When I first saw it in the cinema, I didn't think much of it. OK, so the visuals were nice, but the ideas, I thought, were hardly original. In fact, if you'd consider it, the style too, is hardly original. I felt the Wachowskis were doing a Tarantino - mash up everything that's ever come before, and blend it all into one seemingly "new" thing.

The biggest beef I had with it was that all the slo-mo doesn't serve the story but is there for some eye-candy. In John Woo's case, from whom they had borrowed, the slowed-down action sequences had the effect of creating tension very much like a suspenseful scene where the protagonist is being closed in from behind by the bad guy. It made you grip your seat in anticipation.

Then, of course, there's all the borrowing. The opening sequence is straight out of Ghost In The Shell, and the whole idea of "the real world" has been done to death, as has the "war against the machines" angle.

But on the whole, the movie does work because the Wachowskis imbue it with so many allegories, even though some seem to stretch it a bit. For me personally, the wonder of it is how they managed to make a coherent story when the story actually takes off in the middle of things. What is the Matrix and how did Neo come to know of it? Who is Trinity? Who is Morpheus? What the fuck is going on?
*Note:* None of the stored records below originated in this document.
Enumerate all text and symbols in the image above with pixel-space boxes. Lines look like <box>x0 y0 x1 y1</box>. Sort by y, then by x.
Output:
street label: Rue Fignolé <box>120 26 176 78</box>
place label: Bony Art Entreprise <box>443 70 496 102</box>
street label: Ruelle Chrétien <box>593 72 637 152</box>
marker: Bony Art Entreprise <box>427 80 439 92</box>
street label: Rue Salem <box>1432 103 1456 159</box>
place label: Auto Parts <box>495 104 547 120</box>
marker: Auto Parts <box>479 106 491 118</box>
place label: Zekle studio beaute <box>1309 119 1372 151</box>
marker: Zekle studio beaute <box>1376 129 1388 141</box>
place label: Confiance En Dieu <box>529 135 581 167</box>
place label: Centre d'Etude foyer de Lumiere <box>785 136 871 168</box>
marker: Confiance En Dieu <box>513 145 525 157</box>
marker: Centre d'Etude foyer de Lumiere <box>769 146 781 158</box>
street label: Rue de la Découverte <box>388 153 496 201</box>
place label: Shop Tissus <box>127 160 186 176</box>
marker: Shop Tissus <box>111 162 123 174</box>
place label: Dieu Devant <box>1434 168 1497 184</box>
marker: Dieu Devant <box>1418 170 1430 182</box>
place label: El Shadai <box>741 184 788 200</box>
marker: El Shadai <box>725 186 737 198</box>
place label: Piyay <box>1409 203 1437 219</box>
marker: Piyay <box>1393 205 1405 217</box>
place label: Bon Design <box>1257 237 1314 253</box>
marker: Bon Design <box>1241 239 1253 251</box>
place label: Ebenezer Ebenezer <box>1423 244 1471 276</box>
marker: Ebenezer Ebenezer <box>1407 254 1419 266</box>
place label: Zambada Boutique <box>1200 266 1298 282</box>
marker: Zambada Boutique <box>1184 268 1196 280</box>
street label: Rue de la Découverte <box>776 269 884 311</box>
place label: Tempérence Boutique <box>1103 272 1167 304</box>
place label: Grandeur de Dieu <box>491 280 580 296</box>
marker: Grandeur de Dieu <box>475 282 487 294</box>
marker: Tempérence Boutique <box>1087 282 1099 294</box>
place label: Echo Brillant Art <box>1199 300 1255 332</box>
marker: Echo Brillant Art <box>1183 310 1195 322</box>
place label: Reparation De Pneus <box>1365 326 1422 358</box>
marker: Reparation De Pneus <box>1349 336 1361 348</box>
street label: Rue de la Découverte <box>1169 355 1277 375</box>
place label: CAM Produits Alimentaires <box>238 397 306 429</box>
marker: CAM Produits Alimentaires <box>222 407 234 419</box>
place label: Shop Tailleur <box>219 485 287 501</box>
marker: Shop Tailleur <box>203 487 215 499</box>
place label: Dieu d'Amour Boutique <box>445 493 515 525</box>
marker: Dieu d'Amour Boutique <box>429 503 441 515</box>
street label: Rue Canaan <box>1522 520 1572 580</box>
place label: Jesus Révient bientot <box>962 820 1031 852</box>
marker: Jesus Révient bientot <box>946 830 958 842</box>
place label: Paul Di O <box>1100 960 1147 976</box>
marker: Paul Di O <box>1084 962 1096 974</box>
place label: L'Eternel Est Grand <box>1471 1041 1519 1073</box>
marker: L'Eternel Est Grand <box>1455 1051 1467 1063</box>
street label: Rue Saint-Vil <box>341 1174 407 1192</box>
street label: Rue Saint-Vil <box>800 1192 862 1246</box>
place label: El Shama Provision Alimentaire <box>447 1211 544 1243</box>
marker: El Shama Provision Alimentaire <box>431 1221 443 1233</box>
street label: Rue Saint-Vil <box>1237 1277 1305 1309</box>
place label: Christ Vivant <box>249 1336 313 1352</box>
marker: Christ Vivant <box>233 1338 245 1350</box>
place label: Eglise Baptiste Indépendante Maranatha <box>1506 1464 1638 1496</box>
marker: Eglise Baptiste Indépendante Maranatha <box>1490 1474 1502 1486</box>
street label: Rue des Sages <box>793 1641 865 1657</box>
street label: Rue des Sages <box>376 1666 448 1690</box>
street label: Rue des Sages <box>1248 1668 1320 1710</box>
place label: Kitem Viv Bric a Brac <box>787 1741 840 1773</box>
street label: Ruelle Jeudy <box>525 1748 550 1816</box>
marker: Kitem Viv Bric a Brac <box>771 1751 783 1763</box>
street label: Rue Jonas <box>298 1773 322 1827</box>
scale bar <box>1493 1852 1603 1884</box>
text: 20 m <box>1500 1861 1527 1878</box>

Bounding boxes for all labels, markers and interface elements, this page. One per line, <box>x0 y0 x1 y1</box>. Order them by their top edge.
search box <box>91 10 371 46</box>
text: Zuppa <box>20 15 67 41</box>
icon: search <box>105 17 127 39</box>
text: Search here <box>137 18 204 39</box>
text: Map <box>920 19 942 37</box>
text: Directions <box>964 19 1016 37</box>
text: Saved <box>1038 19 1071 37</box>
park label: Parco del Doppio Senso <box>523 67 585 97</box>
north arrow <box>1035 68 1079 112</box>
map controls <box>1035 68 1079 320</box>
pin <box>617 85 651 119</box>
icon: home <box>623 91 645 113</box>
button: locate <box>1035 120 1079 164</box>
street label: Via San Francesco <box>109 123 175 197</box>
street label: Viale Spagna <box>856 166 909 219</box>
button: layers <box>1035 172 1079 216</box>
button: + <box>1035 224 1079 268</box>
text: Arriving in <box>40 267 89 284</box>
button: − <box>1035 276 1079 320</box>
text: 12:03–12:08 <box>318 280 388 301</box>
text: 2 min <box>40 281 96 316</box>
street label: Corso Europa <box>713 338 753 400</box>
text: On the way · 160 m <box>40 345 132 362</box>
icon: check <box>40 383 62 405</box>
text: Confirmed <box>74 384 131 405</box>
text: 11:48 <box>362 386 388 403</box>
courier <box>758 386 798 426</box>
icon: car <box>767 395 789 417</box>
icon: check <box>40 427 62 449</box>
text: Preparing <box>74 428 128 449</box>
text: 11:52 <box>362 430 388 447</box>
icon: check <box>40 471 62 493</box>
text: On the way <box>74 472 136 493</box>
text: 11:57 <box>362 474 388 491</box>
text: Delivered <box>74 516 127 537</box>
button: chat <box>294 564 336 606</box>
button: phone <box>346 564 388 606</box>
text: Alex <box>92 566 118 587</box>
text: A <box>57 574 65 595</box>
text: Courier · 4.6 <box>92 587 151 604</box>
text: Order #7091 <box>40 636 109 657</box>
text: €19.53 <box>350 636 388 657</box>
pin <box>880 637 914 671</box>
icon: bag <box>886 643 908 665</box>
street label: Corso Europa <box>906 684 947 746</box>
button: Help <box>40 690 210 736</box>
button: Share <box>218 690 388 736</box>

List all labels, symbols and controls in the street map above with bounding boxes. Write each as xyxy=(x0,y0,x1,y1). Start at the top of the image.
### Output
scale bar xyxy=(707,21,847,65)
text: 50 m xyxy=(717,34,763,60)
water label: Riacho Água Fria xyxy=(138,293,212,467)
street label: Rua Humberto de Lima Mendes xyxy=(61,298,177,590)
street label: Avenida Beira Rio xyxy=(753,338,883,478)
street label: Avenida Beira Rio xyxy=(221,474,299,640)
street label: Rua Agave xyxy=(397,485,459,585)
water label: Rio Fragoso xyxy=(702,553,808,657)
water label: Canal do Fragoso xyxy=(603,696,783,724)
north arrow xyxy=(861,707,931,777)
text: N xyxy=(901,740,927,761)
But somehow, right from the beginning, we're never confused. And that, for me, is the beauty of it. And there's the same energy of the imagination that is in Speed Racer.

And when I watched it again just now, it struck me just how similar it is to the Terminator series. The war against the machines, the saviour, the end of the world. Even the score has moments of T2, the metallic clanging. The shootout at the building too, is reminiscent of the one in T2.

There's no doubt The Matrix has been incredibly influential in Hollywood. It has also had its influences on Russian cinema, particularly on Timur Bekmambetov's Night Watch series. So much so that Bekmambetov has now gone and made a Matrix copycat film. I call it The Matrix Recycled. Its real title is, of course, Wanted.

The James McAvoy character is Neo, Angelina Jolie is Trinity, and there's also a black mentor, like Laurence Fishburne's Morpheus, in Morgan Freeman's character.

The whole concept is pretty telling too. Freeman tells McAvoy:

"It is a choice that each of us must face ... to remain ordinary, pathetic, beaten down, coasting through a miserable existence, black sheep herded by fate ... or you can take control of your own destiny and join us ..."

Ya, take the blue pill, or take the red one. The choice is yours. What a complete rip-off.